VIGILANTEWEB

Blog · Jul 27, 2012

Software is handmade

Every line of code is written by a person. Software carries the style, assumptions, and fingerprint of its maker. That handmade quality is worth remembering.

I just read Scott Porad’s post “Why do web sites and software take so long to build? And why is it so hard?”, and it really got me thinking.

He talks about how clients and customers think software should be faster and cheaper. That’s human nature I think and we can’t isolate that to consumers of software. That’s true for consumers of everything. I would like my car to be cheaper and run better. Everyone would. So I hear that point, but I think the more interesting part of his post is about the handmade nature of our work.

I had never really thought of software as handmade, but of course it is. A human being pores over every line of code in a piece of software. Of course there is code that writes code, but the code that writes code was written (you follow?) by someone. The human element gives rise to a number of things which make software more than the sum of it’s parts.

Style

Software developers each have their own style. They may be devotees to a certain movement or ideology, but each of us have carved out our own style.

Answers to all of these questions are just the tip of the iceberg that is your specific style.

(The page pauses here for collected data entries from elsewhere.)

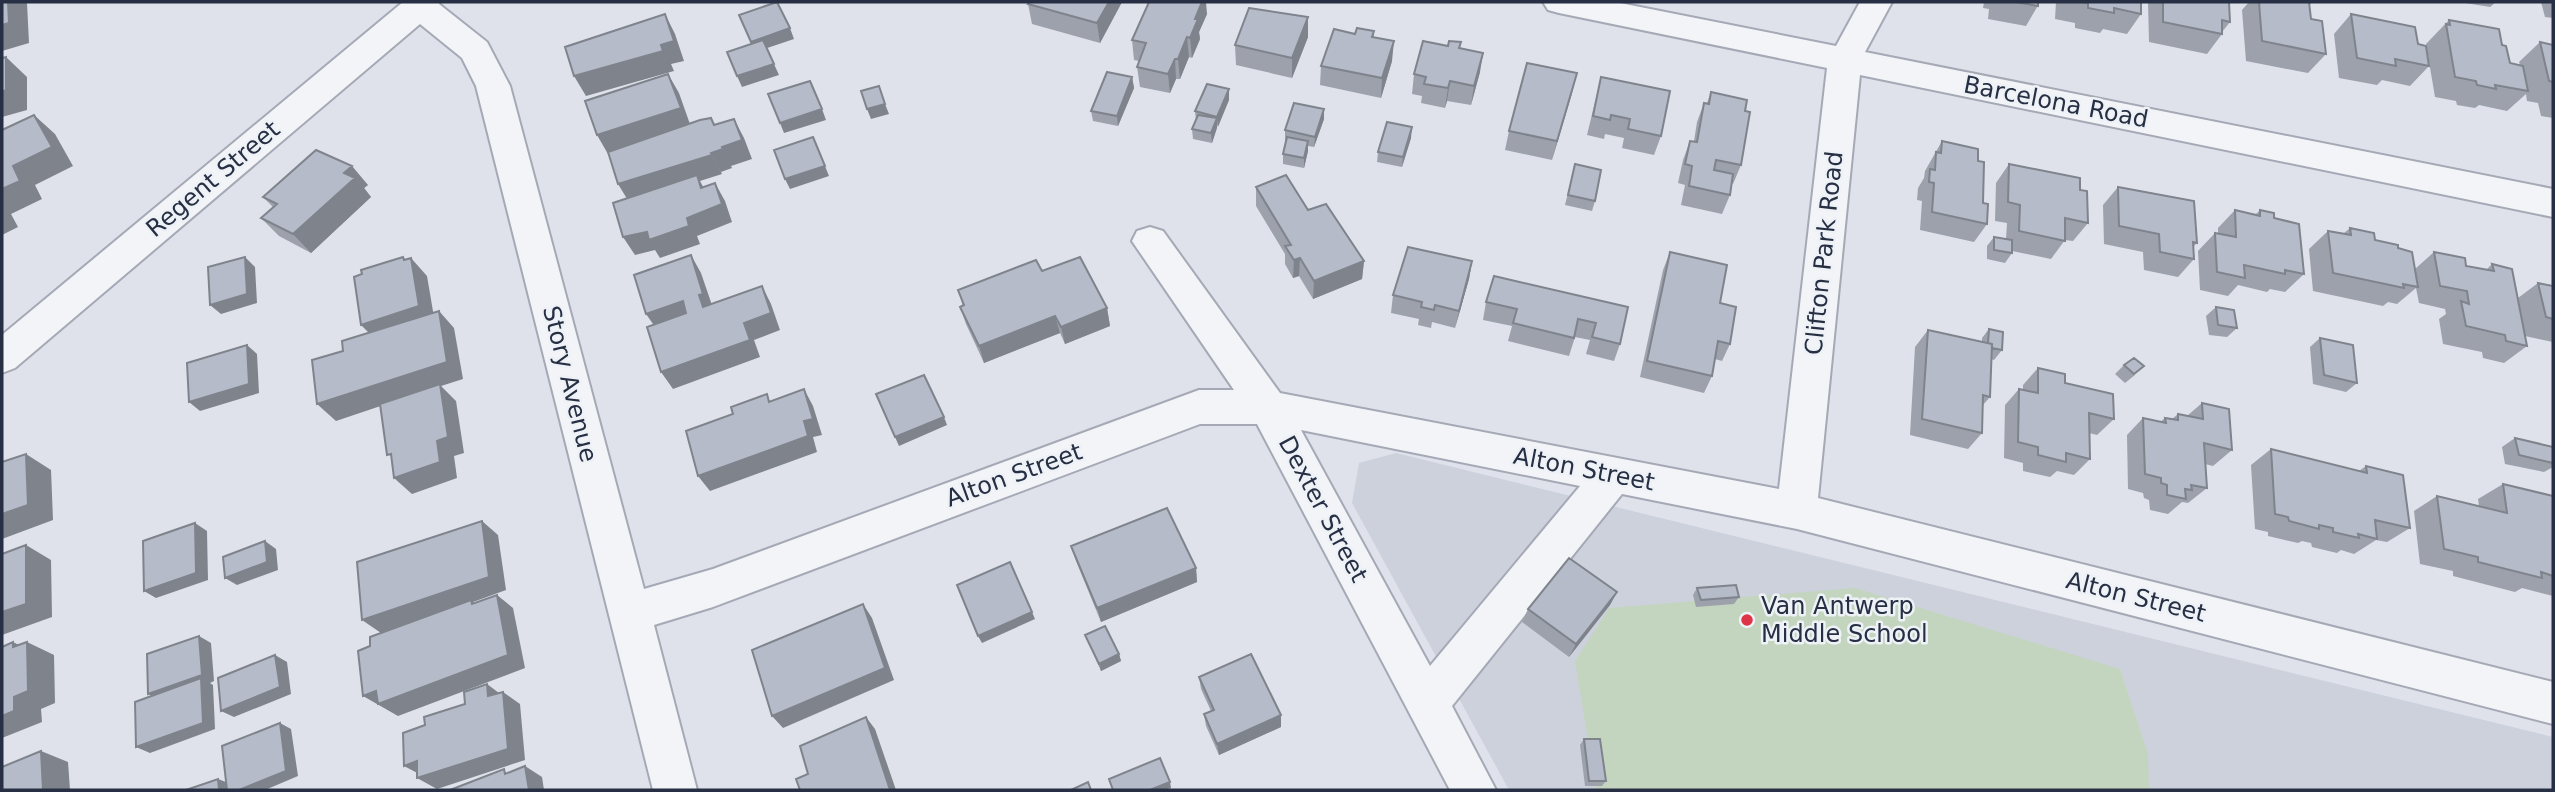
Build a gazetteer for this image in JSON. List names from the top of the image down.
{
  "streets": {
    "street": [
      "Barcelona Road",
      "Regent Street",
      "Clifton Park Road",
      "Story Avenue",
      "Alton Street",
      "Dexter Street"
    ]
  },
  "crossings": [
    ["Barcelona Road", "Clifton Park Road"],
    ["Regent Street", "Story Avenue"],
    ["Clifton Park Road", "Alton Street"],
    ["Story Avenue", "Alton Street"],
    ["Alton Street", "Dexter Street"]
  ],
  "places": ["Van Antwerp Middle School"]
}
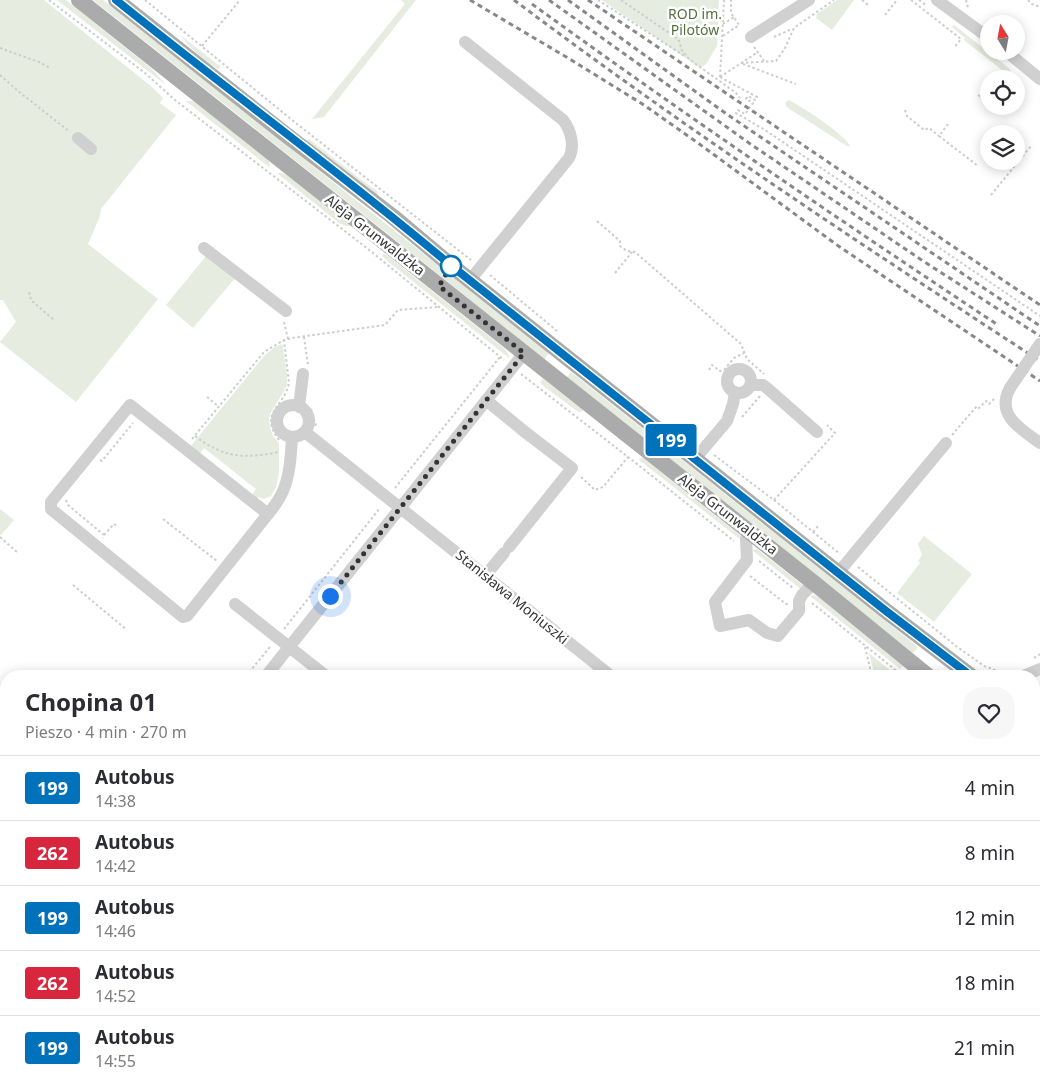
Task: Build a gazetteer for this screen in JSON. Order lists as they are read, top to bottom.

The style of the software developer often comes through in the end product. We all make assumptions about the end user. How you came to those assumptions (research, intuition, testing, etc.) is part of your style.

Beauty

The ability for code to be beautiful has been widely discussed and debated. I won’t enter into that discussion at this point, because I don’t think it matters. Software most definitely can be beautiful. There are applications, and operating systems that are more beautiful than others. These points of beauty are crafted from the hands of the people writing the code. Choices are made to one thing rather than another. The result of those choices are what ends up on our screen (be it on your phone or computer).

Simplicity

A piece of software is rarely simple. Although the user experience of successful software is often simple. Distilling complex problems into simple solutions is a very difficult task. Think about the best teacher you ever had? Ten times out of ten, they were a good teacher because they could take something that you didn’t understand and simplify it to the point where you could understand little bits at a time, until you were finally able to understand the whole thing.

The idea that software is handmade is a good reminder that what we do is a craft and that we, as human beings, do have an impact on the things we create. It can very often feel like we are automatons churning out line after line of code, but to change our collective perspective to see that the product that we are creating is handmade and like anything else that is handmade, it bears the fingerprint of it’s maker. That is something I will be more mindful of now.

Previous: Sep 25, 2008

Twitter keeps drawing me in

Skeptic, then investigator, now a near Twitter freak. The secret is following people who inspire you and getting the right tools to engage.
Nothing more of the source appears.